Bruce Willis plays David Dunn, the protagonist of the film, and the 19 years between the release of “Unbreakable” and “Glass” have added a definite maturity to his face – the real shock to fans of “Unbreakable” is the way Joseph Dunn, played by Spenser Treat Clark, has grown. 

The child actor returns to the series as a young adult, and his personal growth grounds the series in a sense of reality which costumes and makeup could never reproduce. 

Before seeing the trailer for “Glass,” I had no idea “Unbreakable” or “Split” weren’t stand-alone movies, which speaks to the completeness of their plots. Both preceding movies had very “M. Night Shyamalan- esque” twist endings which are notoriously controversial in terms of their appeal to audiences. 

One benefit of “Glass” is that it has both “Unbreakable” and “Split” to lean on for background information, so of the three movies, it has the steadiest build to a climax. I felt more prepared for the ending of “Glass” than I did for the endings of the other two.

 I even forgot this was an M. Night Shyamalan film, because the movie didn’t have any of the jarring plot twists which Shyamalan fans have come to expect. 

“Split” garnered a lot criticism from mental health advocates upon its release in 2016 for potentially stigmatizing Dissociative Identity Disorder, from which the antagonist suffers. 

I believe “Glass” works to reduce this stigma by emphasizing that the antagonist is destructive because of his superhuman abilities rather than his disorder. This shift feels like a responsible step in the right direction. 

The “Unbreakable” trilogy is inarguably a superhero movie which appeals to fans of more classic movies within the fantasy genre, but its unusual structure makes it appealing even to those who ordinarily dislike superhero films. 
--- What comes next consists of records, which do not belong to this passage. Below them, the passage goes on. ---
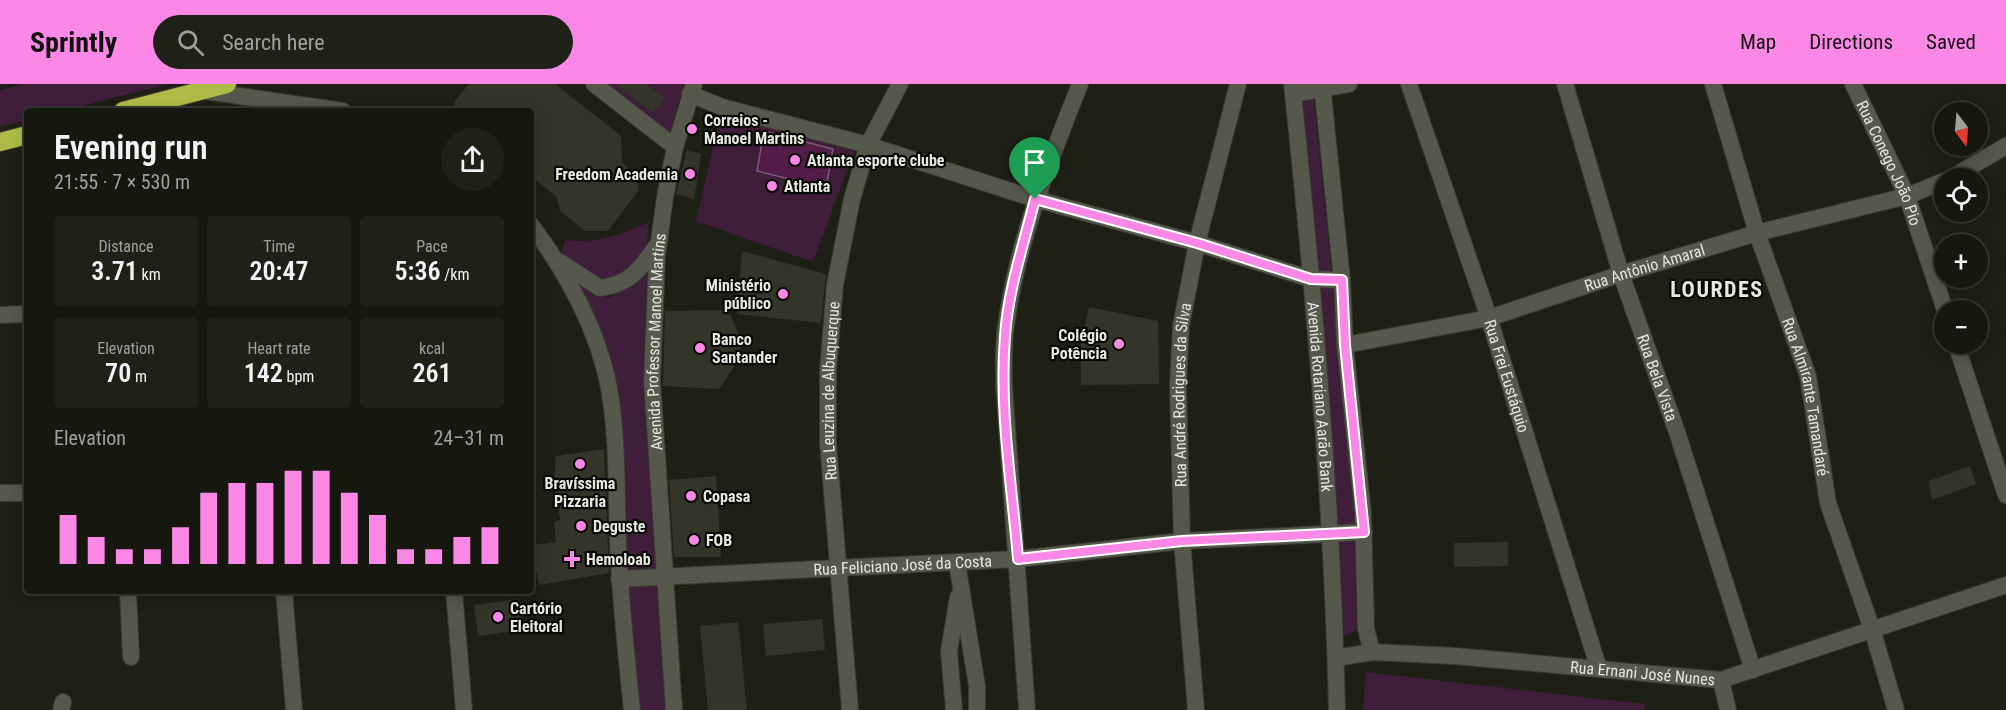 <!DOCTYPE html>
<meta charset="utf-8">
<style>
:root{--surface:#161810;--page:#1f2119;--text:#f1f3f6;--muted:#9ea09f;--line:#353730;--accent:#fb87e6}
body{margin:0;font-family:"Roboto Condensed",sans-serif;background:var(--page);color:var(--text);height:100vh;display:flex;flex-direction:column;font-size:22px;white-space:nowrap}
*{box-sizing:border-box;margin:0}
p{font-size:20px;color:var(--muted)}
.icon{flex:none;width:33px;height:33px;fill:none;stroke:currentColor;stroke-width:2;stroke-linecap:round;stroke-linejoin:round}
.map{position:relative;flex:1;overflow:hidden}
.panel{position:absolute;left:24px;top:24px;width:510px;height:486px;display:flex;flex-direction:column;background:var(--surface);border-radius:6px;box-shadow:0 3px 15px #0003,0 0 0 2px var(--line)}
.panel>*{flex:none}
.needle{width:39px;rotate:164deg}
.tools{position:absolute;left:1934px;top:18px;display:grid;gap:12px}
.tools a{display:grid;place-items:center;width:54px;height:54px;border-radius:50%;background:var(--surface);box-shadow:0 3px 15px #0003,0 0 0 2px var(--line);font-size:30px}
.pin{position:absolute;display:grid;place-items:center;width:51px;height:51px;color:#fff;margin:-62px -26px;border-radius:50% 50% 50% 0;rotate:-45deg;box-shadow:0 0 6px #0007}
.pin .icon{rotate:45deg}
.round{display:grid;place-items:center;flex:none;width:63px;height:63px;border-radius:32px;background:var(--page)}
.summary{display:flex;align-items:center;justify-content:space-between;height:102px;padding:0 30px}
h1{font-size:33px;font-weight:600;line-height:45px}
.stats{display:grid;grid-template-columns:repeat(3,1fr);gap:9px;height:102px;padding:6px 30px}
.stats div{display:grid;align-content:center;border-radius:6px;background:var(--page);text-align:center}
.stats b{font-size:26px;font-weight:600}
.stats small{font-size:16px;font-weight:400}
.stats p{font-size:16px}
.chart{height:168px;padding:12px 30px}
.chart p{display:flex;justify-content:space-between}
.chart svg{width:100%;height:108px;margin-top:6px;stroke:var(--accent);stroke-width:6}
header{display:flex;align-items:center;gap:36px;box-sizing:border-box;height:84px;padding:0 30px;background:var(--accent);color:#111}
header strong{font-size:28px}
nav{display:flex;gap:33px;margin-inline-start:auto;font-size:21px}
.search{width:420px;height:54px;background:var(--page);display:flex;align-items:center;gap:15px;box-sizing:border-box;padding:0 21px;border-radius:33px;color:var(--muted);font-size:22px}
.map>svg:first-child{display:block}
.green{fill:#3f1e39}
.water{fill:#531d4a;stroke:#7f5a77;stroke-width:1.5}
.building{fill:#333529}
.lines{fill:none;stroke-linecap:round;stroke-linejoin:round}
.minor-casing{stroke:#393b33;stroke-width:18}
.highway-casing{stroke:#393b33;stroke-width:20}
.minor{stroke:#55584b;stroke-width:16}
.highway{stroke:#aebc47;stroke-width:18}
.route-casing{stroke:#fff;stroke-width:12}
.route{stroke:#fb87e6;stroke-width:8}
.poi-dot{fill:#fb87e6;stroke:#080905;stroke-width:2}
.labels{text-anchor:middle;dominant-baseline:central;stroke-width:4.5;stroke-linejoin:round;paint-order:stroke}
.poi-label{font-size:16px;font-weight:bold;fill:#e6e7e0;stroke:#080905;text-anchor:start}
.street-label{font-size:16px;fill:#e6e7e0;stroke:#080905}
.district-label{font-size:22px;font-weight:bold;letter-spacing:1.5px;fill:#e6e7e0;stroke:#080905}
</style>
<header>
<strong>Sprintly</strong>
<div class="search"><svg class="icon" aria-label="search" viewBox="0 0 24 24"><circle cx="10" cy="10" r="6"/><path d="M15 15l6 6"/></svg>Search here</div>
<nav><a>Map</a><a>Directions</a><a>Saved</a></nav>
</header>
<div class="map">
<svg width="2006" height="626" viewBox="0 0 2006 626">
<rect width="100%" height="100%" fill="#1e2015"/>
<!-- green -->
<g class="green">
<polygon points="26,0 168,0 62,27 27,27 27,36 0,43 0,6"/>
<polygon points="603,0 684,0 670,49"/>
<polygon points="1313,10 1332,191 1315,191 1298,14"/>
<polygon points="722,25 854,67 813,178 696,137"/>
<path d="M649 138 646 168 617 192 598 201 567 175 562 167 565 156C597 160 620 151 649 138Z"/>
<polygon points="657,172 660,487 622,491 616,336 571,192 610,214"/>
<polygon points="1316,199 1334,199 1355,444 1339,447"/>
<polygon points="1355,453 1360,544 1338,556 1337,457"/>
<polygon points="663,498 670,626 640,626 627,501"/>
<polygon points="1366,588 1644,620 1645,626 1363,626"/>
</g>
<!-- water -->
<polygon class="water" points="764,47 833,65 826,104 757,87"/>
<!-- building -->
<g class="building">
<polygon points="469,0 555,0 621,52 622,79 634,89 639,106 608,147 585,147 560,127 557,113 531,92 531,27 454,27 455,17"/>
<polygon points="615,0 646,0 665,14 653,29"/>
<polygon points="687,66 701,70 694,115 676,110"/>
<polygon points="742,167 826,190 821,239 737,230"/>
<polygon points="1089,223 1158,237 1159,300 1081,301 1081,257"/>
<polygon points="728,226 741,255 740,274 719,305 663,302 665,227"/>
<polygon points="604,365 609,489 539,501 531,461 556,458 554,438 560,436 554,399 556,372"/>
<polygon points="1970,382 1976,400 1932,416 1929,397"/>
<polygon points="716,392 721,473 674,473 669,396"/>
<polygon points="1508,458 1508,482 1454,483 1454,459"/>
<polygon points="519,515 523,546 478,552 474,521"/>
<polygon points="822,535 825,566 766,572 763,540"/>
<polygon points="738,538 747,626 708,626 700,542"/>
</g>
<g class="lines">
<!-- minor casing -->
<g class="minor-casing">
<g id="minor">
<polyline points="594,0 675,63"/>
<path id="s1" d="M1292 0C1314 208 1332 417 1337 626"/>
<polyline points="1322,0 1342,196 1345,261 1363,429 1366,545 1372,568"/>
<path id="s2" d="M1409 0 1489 234 1599 585"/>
<path id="s3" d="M1565 0 1621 190 1677 348 1753 586"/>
<path id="s4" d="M1713 0 1757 149 1808 292 1828 419 1872 545 1896 626"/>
<path id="s5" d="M1853 0 1907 112 1945 226"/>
<polyline points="205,7 343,27"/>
<polyline points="690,10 722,23 868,61 1035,115 1197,159 1311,195 1342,196"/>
<polyline points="1293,10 1349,0"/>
<polyline points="1951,94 2006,62"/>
<path d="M531 141C566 187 598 246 609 304 618 354 616 407 618 458 620 514 626 570 632 626"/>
<path d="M560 178 600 204C631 200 640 185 658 160"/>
<polyline points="0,231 27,230"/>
<polyline points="1956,260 2006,411"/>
<path id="s6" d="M1345 261 1489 234 1621 190 1757 149 1907 112 1944 97"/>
<polyline points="0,409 27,409"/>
<polyline points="957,479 977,602 977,626"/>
<path id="s7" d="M619 495 1018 475 1182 457 1364 448"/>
<polyline points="128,507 131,573"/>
<polyline points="284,507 294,626"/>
<polyline points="454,507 464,626"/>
<path id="s8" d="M1336 574 1372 568 1455 572 1721 596 2006 501"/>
<polyline points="1721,596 1728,626"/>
<polyline points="61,626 63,618"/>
<path id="s9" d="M674 626 652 297 657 172 665 113 675 63 694 0"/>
<path id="s10" d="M850 626 828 359V286L835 201 852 115 868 61 900 0"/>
<polyline points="954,626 949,567 958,513"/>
<path d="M1027 626 1004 301C1004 284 1003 267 1005 250 1015 163 1048 81 1080 0"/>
<path id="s11" d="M1196 626 1182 457 1178 302 1181 242 1197 159 1238 0"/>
</g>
</g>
<!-- highway casing -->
<g class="highway-casing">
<g id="highway">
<polyline points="123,27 227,0"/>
<polyline points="0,58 27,51"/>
</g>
</g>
<!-- minor -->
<use href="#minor" class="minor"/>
<!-- highway -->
<use href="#highway" class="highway"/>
</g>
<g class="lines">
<!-- route casing -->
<g class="route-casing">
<path id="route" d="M1035 115 1197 159 1311 195 1342 196 1345 261 1364 448 1182 457 1018 475C1012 402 999 326 1005 252 1008 206 1024 159 1035 115Z"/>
</g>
<!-- route -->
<use href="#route" class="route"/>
</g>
<!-- markers -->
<g class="poi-dot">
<circle cx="692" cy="45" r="6"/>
<circle cx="795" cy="76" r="6"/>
<circle cx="690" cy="90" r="6"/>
<circle cx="772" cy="102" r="6"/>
<circle cx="783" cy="210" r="6"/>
<circle cx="1119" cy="260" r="6"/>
<circle cx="700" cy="264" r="6"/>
<circle cx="580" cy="380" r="6"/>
<circle cx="691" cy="412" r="6"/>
<circle cx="581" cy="442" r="6"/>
<circle cx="694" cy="456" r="6"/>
<path d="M569 466h6v6h6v6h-6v6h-6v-6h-6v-6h6z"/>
<circle cx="498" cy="533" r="6"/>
</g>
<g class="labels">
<!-- poi labels -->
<g class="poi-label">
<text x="704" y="36">Correios -<tspan x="704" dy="18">Manoel Martins</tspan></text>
<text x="807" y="76">Atlanta esporte clube</text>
<text x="678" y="90" text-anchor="end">Freedom Academia</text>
<text x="784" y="102">Atlanta</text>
<text x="771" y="201" text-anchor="end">Ministério<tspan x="771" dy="18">público</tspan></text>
<text x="1107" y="251" text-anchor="end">Colégio<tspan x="1107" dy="18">Potência</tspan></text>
<text x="712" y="255">Banco<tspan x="712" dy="18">Santander</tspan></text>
<text x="580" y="399" text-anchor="middle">Bravíssima<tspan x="580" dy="18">Pizzaria</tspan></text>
<text x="703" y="412">Copasa</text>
<text x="593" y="442">Deguste</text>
<text x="706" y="456">FOB</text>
<text x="586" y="475">Hemoloab</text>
<text x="510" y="524">Cartório<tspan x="510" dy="18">Eleitoral</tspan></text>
</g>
<!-- street labels -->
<g class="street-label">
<text stroke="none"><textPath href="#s5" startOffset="87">Rua Conego João Pio</textPath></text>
<text stroke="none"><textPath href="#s6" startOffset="310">Rua Antônio Amaral</textPath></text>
<text stroke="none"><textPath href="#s9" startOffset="369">Avenida Professor Manoel Martins</textPath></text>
<text stroke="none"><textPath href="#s2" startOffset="308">Rua Frei Eustáquio</textPath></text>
<text stroke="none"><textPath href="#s3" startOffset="308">Rua Bela Vista</textPath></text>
<text stroke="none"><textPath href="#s10" startOffset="320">Rua Leuzina de Albuquerque</textPath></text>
<text stroke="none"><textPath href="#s11" startOffset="316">Rua André Rodrigues da Silva</textPath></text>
<text stroke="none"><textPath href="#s1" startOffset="314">Avenida Rotariano Aarão Bank</textPath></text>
<text stroke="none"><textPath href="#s4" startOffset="327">Rua Almirante Tamandaré</textPath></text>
<text stroke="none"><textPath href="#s7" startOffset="284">Rua Feliciano José da Costa</textPath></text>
<text stroke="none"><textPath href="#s8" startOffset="308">Rua Ernani José Nunes</textPath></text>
</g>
<!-- district labels -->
<g class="district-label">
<text x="1717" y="205">LOURDES</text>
</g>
</g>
</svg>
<div class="tools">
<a><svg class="needle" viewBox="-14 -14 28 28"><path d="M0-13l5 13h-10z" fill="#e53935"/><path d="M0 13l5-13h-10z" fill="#9ea09f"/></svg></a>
<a><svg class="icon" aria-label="locate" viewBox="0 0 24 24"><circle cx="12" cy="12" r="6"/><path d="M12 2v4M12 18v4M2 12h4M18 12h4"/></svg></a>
<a>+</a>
<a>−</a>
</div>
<div class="pin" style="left:1035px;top:115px;background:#1e9e55"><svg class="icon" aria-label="arrive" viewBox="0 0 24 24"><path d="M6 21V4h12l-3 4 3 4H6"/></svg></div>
<section class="panel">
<div class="summary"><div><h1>Evening run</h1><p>21:55 · 7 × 530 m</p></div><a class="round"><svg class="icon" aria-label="share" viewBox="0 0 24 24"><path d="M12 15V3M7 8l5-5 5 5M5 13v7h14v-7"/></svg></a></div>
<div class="stats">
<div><p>Distance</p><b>3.71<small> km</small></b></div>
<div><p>Time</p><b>20:47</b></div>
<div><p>Pace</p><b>5:36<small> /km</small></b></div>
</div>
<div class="stats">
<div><p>Elevation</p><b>70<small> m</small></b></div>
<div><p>Heart rate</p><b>142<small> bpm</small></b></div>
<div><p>kcal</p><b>261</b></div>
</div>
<div class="chart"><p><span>Elevation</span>24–31 m</p>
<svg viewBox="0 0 160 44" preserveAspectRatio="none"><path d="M5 44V24M15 44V33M25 44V38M35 44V38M45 44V29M55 44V15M65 44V11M75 44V11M85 44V6M95 44V6M105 44V15M115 44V24M125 44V38M135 44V38M145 44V33M155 44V29"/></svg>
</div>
</section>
</div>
Both my roommate (who loves superhero films) and one of my best friends (who has never enjoyed the fantasy genre in general) loved “Glass” and have independently commented on how well made the film is. 

Overall, I think “Glass” is an incredibly satisfying end to the series, and while I would absolutely recommend any viewer watch both “Unbreakable” and “Split” first for context, it stands out as a film with appeal for a wide range of audiences.